Event Sourcing

Why event sourcing for agent workflows

Agent sessions are fragile. They end when context windows fill up and compact, when the user closes their laptop, when the process crashes, or when the network drops. Any of these can happen mid-operation.

With mutable state, a crash mid-write can leave a half-updated JSON file. You can't tell what happened. Did the task complete? Did the review pass? The state says one thing, but the state might be wrong.

Event sourcing sidesteps this. Every action is recorded as an immutable event, appended to a log. State is computed from events, not stored directly. If state gets corrupted, you replay the events and rebuild it. The events themselves are the truth.

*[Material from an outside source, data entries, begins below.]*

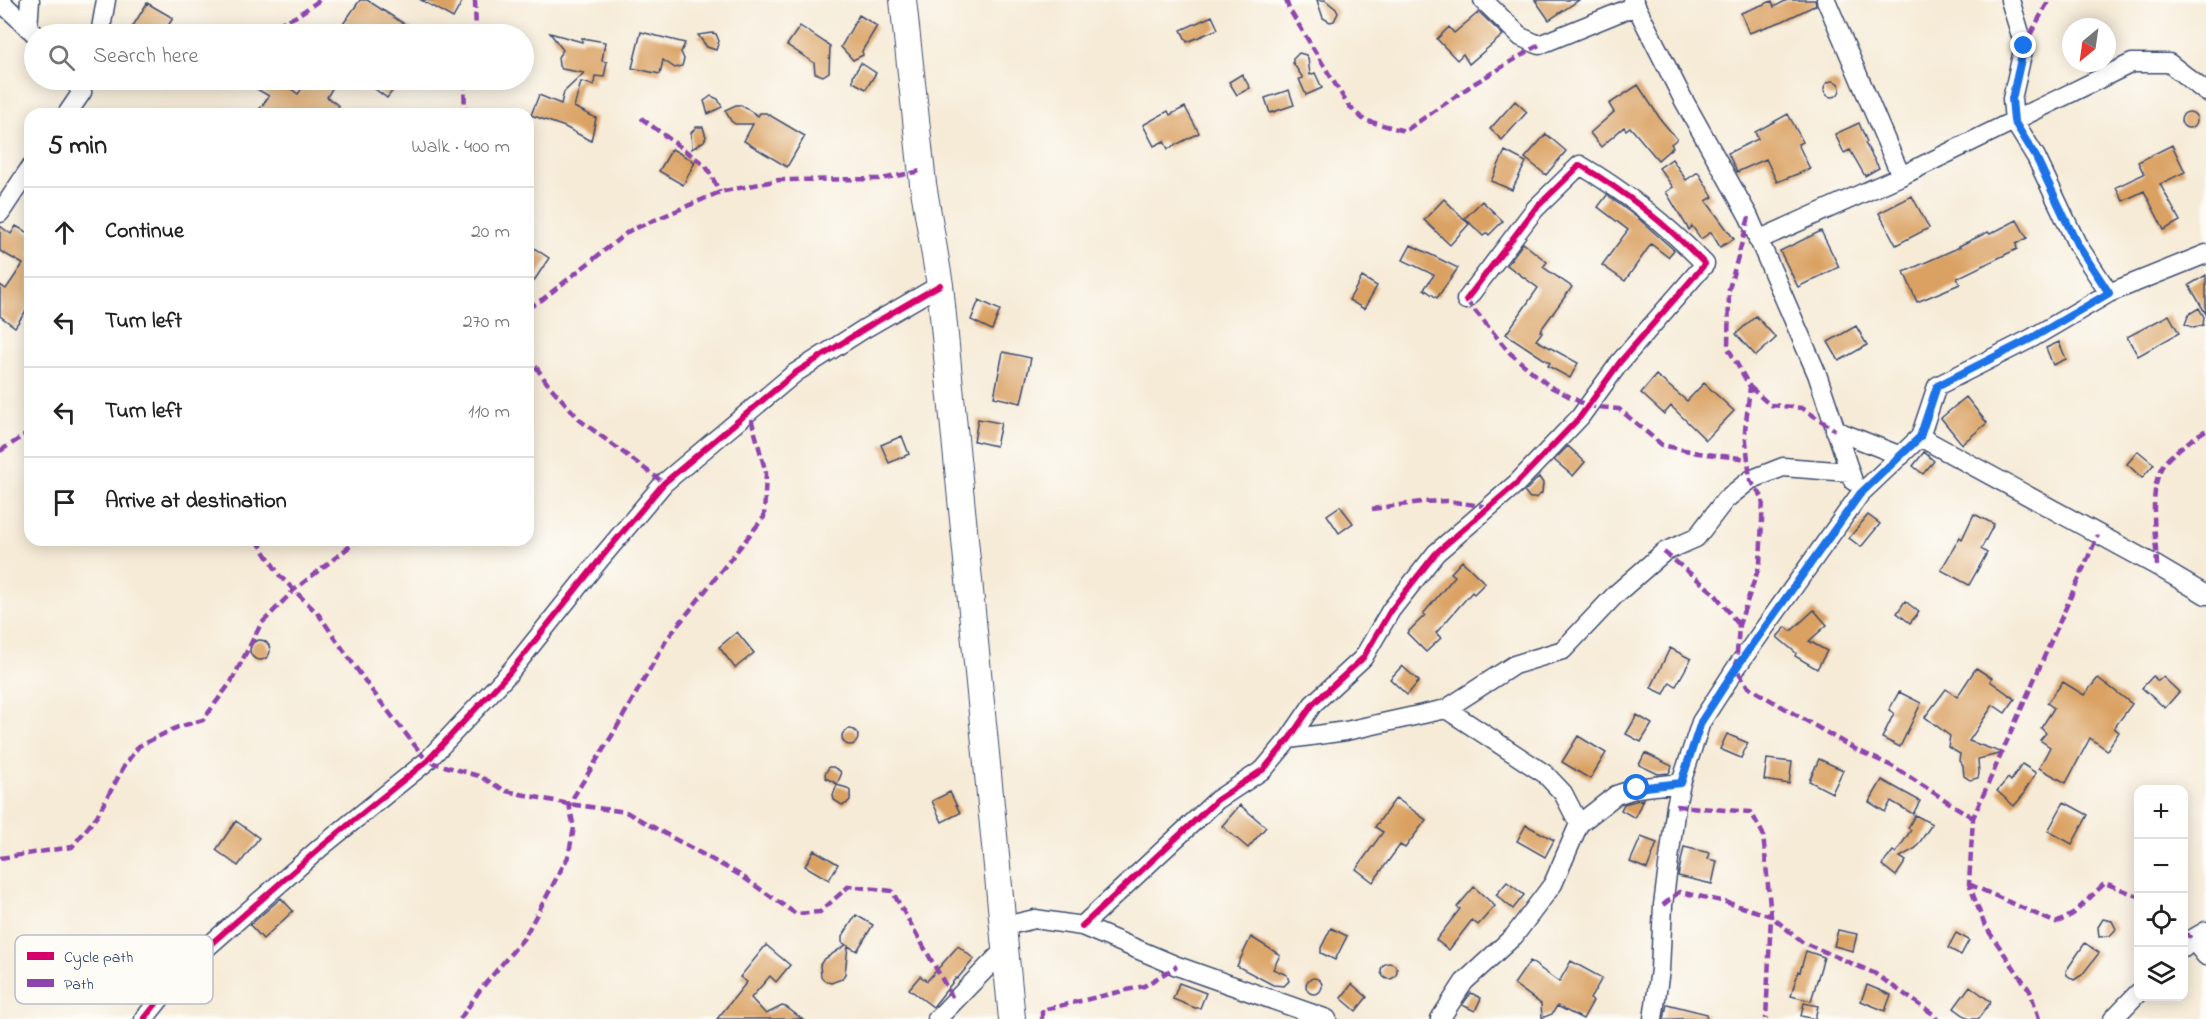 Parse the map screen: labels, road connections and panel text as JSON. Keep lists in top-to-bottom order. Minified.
{"legend":["Cycle path","Path"],"north":"bottom left","page":{"search":"Search here","heading":["5 min","Walk · 400 m"],"list":[["Continue","20 m"],["Turn left","270 m"],["Turn left","110 m"],"Arrive at destination"],"map_buttons":["+","−"]}} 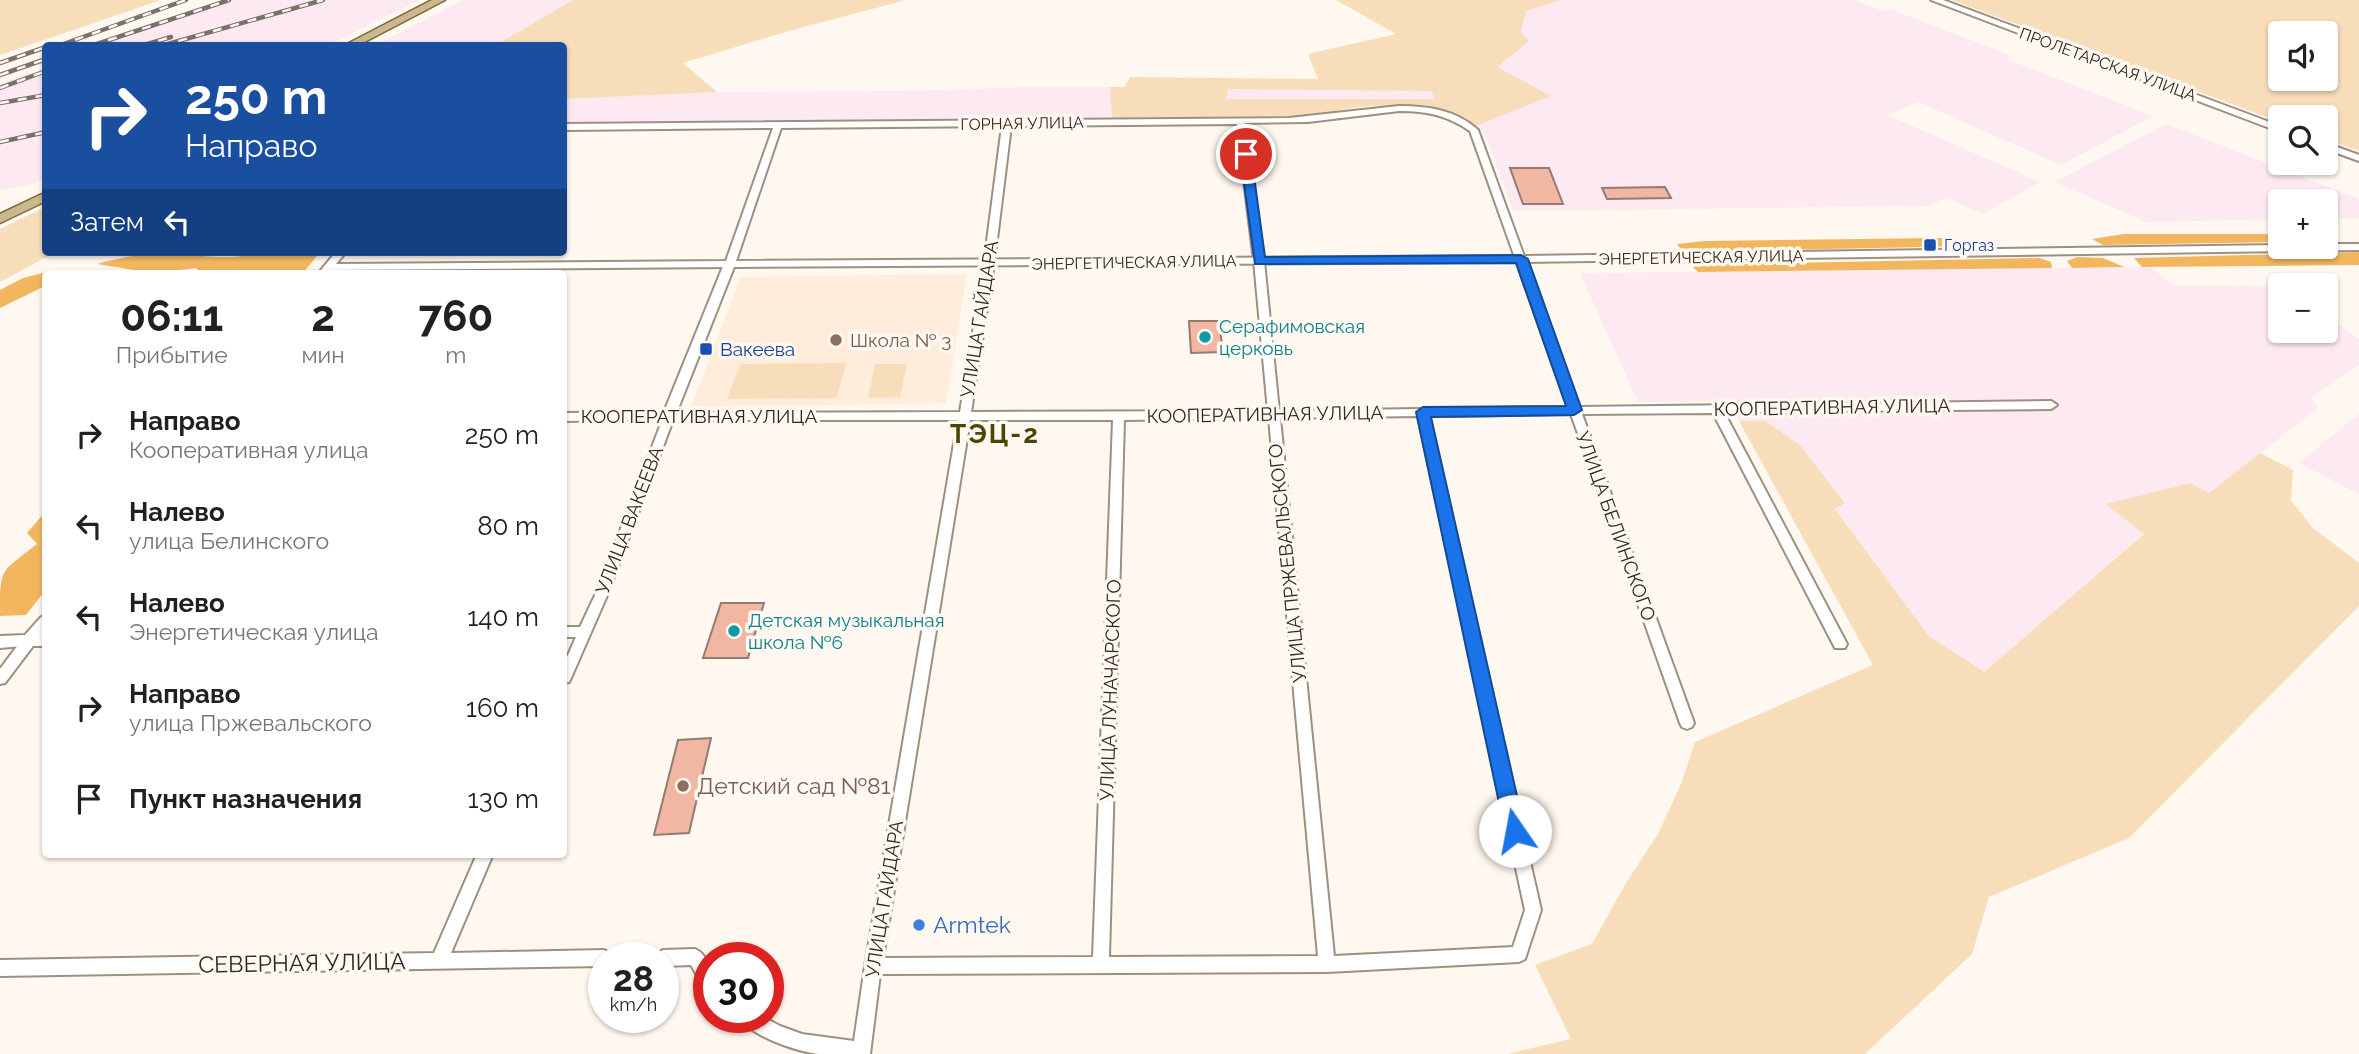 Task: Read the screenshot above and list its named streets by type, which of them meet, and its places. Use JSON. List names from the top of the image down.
{
  "streets": {
    "street": [
      "ПРОЛЕТАРСКАЯ УЛИЦА",
      "ГОРНАЯ УЛИЦА",
      "ЭНЕРГЕТИЧЕСКАЯ УЛИЦА",
      "УЛИЦА ГАЙДАРА",
      "КООПЕРАТИВНАЯ УЛИЦА",
      "УЛИЦА ВАКЕЕВА",
      "УЛИЦА БЕЛИНСКОГО",
      "УЛИЦА ПРЖЕВАЛЬСКОГО",
      "УЛИЦА ЛУНАЧАРСКОГО",
      "СЕВЕРНАЯ УЛИЦА"
    ]
  },
  "crossings": [
    ["ГОРНАЯ УЛИЦА", "УЛИЦА ГАЙДАРА"],
    ["ГОРНАЯ УЛИЦА", "УЛИЦА ВАКЕЕВА"],
    ["ГОРНАЯ УЛИЦА", "УЛИЦА БЕЛИНСКОГО"],
    ["ГОРНАЯ УЛИЦА", "УЛИЦА ПРЖЕВАЛЬСКОГО"],
    ["ЭНЕРГЕТИЧЕСКАЯ УЛИЦА", "УЛИЦА ГАЙДАРА"],
    ["ЭНЕРГЕТИЧЕСКАЯ УЛИЦА", "УЛИЦА ВАКЕЕВА"],
    ["ЭНЕРГЕТИЧЕСКАЯ УЛИЦА", "УЛИЦА БЕЛИНСКОГО"],
    ["ЭНЕРГЕТИЧЕСКАЯ УЛИЦА", "УЛИЦА ПРЖЕВАЛЬСКОГО"],
    ["УЛИЦА ГАЙДАРА", "КООПЕРАТИВНАЯ УЛИЦА"],
    ["КООПЕРАТИВНАЯ УЛИЦА", "УЛИЦА ВАКЕЕВА"],
    ["КООПЕРАТИВНАЯ УЛИЦА", "УЛИЦА БЕЛИНСКОГО"],
    ["КООПЕРАТИВНАЯ УЛИЦА", "УЛИЦА ПРЖЕВАЛЬСКОГО"],
    ["КООПЕРАТИВНАЯ УЛИЦА", "УЛИЦА ЛУНАЧАРСКОГО"]
  ],
  "districts": ["ТЭЦ-2"],
  "places": {
    "transit": ["Горгаз", "Вакеева"],
    "other": [
      "Серафимовская церковь",
      "Школа № 3",
      "Детская музыкальная школа №6",
      "Детский сад №81",
      "Armtek"
    ]
  },
  "page": {
    "map_buttons": ["+", "−"],
    "turn": ["250 m", "Направо"],
    "then": "Затем",
    "eta": [
      "06:11",
      "Прибытие",
      "2",
      "мин",
      "760",
      "m"
    ],
    "list": [
      {
        "name": "Направо",
        "note": "Кооперативная улица",
        "value": "250 m"
      },
      {
        "name": "Налево",
        "note": "улица Белинского",
        "value": "80 m"
      },
      {
        "name": "Налево",
        "note": "Энергетическая улица",
        "value": "140 m"
      },
      {
        "name": "Направо",
        "note": "улица Пржевальского",
        "value": "160 m"
      },
      {
        "name": "Пункт назначения",
        "value": "130 m"
      }
    ],
    "speed": "28 km/h",
    "limit": "30"
  }
}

This gives you crash recovery, a full audit trail, and reconciliation. If a session dies between writing an event and updating state, the next session reconciles automatically. You can answer "what happened during this workflow?" by reading the event log, since every transition, guard failure, and task assignment is recorded with timestamps and context. And if state gets out of sync from a bug, a concurrent write, or a corrupted file, you rebuild it from events. This is not hypothetical; it happens in practice when hook subprocesses write events while the main server is restarting.

How it works

Each workflow gets its own JSONL file: {featureId}.events.jsonl. One event per line, append-only. A typical event looks like this:

{
  "streamId": "my-feature",
  "sequence": 42,
  "timestamp": "2025-01-15T10:30:00.000Z",
  "type": "workflow.transition",
  "data": { "from": "plan-review", "to": "delegate" }
}

Events have:

• sequence -- monotonically increasing integer, used for ordering and conflict detection
• type -- one of 65 event types across 13 categories (workflow lifecycle, tasks, quality gates, teams, reviews, telemetry, shepherd iterations, and more)
• data -- structured payload specific to the event type
• timestamp -- ISO 8601, used for time-based queries
• idempotencyKey (optional) -- deduplication key for retry safety

State is a projection: a JSON object computed by reading events from sequence 0. In practice, state is cached in a {featureId}.json file and only new events (those with sequence numbers higher than the state's _eventSequence) are applied. This means state reads are fast (just read the JSON file) while still being rebuildable from events.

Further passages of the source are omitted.